## Work task
Please take the entries below from the first line through the line containing "filter:drop-shadow(2px 0 #1c1c1c)" and repeat them exactly, leaving out everything after.

-- Opening Marker --

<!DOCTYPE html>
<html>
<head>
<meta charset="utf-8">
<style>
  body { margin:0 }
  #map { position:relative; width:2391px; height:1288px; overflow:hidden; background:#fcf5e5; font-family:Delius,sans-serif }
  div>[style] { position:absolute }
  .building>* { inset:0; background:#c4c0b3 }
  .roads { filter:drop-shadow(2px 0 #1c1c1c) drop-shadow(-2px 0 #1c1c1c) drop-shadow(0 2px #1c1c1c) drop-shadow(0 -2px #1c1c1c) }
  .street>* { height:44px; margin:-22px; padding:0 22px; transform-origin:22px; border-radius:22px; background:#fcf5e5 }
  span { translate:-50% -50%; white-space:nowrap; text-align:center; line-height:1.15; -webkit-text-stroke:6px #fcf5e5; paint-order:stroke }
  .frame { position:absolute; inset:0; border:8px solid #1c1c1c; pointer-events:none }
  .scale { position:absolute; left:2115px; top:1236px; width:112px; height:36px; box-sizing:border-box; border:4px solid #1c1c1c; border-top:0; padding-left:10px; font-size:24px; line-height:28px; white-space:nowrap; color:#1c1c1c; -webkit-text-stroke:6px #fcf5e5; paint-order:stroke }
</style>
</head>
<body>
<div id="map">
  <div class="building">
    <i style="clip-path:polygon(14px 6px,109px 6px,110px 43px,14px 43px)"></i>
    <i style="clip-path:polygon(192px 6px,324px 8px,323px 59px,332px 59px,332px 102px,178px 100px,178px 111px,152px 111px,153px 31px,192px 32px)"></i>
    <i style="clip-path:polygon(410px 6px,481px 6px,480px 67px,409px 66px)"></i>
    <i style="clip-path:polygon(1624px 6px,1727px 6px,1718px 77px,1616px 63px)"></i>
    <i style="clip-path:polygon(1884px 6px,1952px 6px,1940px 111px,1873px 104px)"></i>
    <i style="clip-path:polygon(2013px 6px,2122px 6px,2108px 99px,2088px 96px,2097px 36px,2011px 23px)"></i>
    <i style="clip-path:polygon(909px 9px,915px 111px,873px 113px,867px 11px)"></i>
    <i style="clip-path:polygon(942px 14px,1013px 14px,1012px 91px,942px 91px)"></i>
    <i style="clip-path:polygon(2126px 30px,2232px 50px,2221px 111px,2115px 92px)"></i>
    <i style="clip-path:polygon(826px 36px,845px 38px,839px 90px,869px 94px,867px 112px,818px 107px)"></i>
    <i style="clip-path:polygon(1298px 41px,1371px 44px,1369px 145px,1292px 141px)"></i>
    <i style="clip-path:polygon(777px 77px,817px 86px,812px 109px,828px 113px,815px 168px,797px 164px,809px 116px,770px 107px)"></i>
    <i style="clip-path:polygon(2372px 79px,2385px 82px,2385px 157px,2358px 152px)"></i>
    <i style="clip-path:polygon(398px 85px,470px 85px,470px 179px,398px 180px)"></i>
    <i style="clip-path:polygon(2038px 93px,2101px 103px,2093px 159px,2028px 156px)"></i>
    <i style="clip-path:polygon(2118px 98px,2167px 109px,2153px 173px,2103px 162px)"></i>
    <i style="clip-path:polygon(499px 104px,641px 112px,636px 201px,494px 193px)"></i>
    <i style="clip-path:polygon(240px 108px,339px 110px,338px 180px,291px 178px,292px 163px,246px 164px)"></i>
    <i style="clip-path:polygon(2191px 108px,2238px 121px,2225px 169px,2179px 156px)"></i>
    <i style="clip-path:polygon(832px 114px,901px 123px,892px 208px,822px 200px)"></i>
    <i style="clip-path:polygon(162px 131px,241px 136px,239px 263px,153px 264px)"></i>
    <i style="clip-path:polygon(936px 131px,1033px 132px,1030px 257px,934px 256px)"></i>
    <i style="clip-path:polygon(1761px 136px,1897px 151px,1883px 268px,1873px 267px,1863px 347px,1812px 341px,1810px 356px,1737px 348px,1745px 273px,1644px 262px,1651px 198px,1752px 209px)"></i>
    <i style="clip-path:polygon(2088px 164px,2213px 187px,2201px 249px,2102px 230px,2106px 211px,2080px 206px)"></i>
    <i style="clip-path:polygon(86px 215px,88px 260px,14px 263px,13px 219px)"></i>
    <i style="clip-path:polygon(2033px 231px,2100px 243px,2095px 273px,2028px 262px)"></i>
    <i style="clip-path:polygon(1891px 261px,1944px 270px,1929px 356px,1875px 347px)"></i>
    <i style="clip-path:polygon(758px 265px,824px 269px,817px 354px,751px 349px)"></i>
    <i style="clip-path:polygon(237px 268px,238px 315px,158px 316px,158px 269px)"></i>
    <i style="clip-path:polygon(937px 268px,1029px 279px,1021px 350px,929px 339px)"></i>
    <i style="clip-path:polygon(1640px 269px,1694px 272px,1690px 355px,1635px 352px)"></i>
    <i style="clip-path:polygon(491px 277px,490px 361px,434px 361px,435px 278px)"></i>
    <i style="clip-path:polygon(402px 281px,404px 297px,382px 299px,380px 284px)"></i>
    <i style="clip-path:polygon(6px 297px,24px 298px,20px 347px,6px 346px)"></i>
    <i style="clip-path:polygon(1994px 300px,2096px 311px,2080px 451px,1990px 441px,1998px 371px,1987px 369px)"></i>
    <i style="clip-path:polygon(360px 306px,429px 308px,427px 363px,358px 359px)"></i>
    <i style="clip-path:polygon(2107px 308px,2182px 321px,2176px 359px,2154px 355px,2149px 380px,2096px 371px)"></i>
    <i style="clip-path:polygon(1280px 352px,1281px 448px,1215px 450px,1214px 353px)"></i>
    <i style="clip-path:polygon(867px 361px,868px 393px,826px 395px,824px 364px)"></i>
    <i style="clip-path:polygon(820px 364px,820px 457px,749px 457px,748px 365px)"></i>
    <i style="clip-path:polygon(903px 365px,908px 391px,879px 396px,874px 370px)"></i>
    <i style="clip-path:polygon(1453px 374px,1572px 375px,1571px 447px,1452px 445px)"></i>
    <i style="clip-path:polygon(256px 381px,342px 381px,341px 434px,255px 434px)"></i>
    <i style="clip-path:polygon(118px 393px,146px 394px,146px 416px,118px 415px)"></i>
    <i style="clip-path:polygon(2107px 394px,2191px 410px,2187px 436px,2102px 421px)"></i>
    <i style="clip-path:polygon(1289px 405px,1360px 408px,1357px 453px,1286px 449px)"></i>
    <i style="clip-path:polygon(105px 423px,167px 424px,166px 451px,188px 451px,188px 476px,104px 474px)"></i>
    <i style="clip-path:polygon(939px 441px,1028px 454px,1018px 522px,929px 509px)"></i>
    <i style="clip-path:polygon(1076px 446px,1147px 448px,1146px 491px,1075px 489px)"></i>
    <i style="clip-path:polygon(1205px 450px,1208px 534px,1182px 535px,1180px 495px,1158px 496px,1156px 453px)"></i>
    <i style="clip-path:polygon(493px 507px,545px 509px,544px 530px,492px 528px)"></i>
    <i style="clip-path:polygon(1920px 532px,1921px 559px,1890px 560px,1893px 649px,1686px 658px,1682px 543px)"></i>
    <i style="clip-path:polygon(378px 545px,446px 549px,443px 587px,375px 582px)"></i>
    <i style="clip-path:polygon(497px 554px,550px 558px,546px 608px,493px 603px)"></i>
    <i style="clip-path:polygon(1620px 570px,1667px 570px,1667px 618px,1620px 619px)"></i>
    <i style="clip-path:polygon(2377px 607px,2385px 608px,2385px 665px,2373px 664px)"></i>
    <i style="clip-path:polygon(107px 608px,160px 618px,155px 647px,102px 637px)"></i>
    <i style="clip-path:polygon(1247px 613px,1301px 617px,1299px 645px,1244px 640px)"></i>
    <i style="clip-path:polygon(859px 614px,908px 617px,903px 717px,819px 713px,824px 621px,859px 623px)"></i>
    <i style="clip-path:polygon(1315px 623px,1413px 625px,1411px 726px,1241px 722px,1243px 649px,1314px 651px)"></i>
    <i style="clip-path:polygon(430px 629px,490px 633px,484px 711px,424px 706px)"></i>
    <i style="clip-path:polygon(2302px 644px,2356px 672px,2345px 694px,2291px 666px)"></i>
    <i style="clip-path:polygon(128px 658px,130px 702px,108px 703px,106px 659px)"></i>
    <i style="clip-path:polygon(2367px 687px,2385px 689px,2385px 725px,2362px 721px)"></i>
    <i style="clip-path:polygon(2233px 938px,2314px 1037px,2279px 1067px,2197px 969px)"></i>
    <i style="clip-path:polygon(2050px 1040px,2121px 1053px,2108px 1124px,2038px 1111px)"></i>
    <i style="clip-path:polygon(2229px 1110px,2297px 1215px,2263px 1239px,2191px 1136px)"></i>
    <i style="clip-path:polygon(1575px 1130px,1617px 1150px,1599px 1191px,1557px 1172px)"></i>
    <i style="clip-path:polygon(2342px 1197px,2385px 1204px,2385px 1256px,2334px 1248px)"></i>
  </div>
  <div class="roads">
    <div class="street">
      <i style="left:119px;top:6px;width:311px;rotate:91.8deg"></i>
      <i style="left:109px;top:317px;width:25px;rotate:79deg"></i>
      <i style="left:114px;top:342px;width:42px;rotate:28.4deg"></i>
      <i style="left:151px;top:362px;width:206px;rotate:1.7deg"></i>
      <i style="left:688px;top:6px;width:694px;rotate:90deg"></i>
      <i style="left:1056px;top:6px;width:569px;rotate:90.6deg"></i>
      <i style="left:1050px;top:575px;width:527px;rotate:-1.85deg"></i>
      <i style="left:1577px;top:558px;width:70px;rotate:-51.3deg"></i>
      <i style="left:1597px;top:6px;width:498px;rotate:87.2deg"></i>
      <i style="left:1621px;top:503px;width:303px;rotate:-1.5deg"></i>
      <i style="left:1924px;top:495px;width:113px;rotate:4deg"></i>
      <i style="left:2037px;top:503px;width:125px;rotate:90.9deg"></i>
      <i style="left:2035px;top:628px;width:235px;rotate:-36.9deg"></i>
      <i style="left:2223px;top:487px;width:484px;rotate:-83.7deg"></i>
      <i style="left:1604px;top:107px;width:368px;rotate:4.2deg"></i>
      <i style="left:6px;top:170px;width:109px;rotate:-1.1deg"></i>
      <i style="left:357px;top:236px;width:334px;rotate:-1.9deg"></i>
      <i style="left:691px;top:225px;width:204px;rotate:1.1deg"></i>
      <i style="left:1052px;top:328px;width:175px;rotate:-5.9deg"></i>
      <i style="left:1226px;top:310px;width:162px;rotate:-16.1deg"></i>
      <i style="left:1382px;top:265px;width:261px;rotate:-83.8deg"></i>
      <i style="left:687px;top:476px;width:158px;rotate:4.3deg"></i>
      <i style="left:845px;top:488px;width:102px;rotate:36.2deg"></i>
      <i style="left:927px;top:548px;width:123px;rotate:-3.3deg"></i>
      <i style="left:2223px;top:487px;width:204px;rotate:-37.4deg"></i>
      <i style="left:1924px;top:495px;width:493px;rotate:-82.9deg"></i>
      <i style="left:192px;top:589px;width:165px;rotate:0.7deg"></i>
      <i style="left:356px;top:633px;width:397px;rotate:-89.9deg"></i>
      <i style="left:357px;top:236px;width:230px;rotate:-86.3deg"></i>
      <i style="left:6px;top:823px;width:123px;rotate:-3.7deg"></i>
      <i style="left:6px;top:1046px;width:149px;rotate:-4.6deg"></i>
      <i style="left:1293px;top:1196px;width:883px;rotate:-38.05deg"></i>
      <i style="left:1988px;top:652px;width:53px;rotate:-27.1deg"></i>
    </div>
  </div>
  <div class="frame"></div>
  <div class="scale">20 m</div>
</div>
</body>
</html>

-- Closing Marker --

## Answer below
<!DOCTYPE html>
<html>
<head>
<meta charset="utf-8">
<style>
  body { margin:0 }
  #map { position:relative; width:2391px; height:1288px; overflow:hidden; background:#fcf5e5; font-family:Delius,sans-serif }
  div>[style] { position:absolute }
  .building>* { inset:0; background:#c4c0b3 }
  .roads { filter:drop-shadow(2px 0 #1c1c1c) drop-shadow(-2px 0 #1c1c1c) drop-shadow(0 2px #1c1c1c) drop-shadow(0 -2px #1c1c1c) }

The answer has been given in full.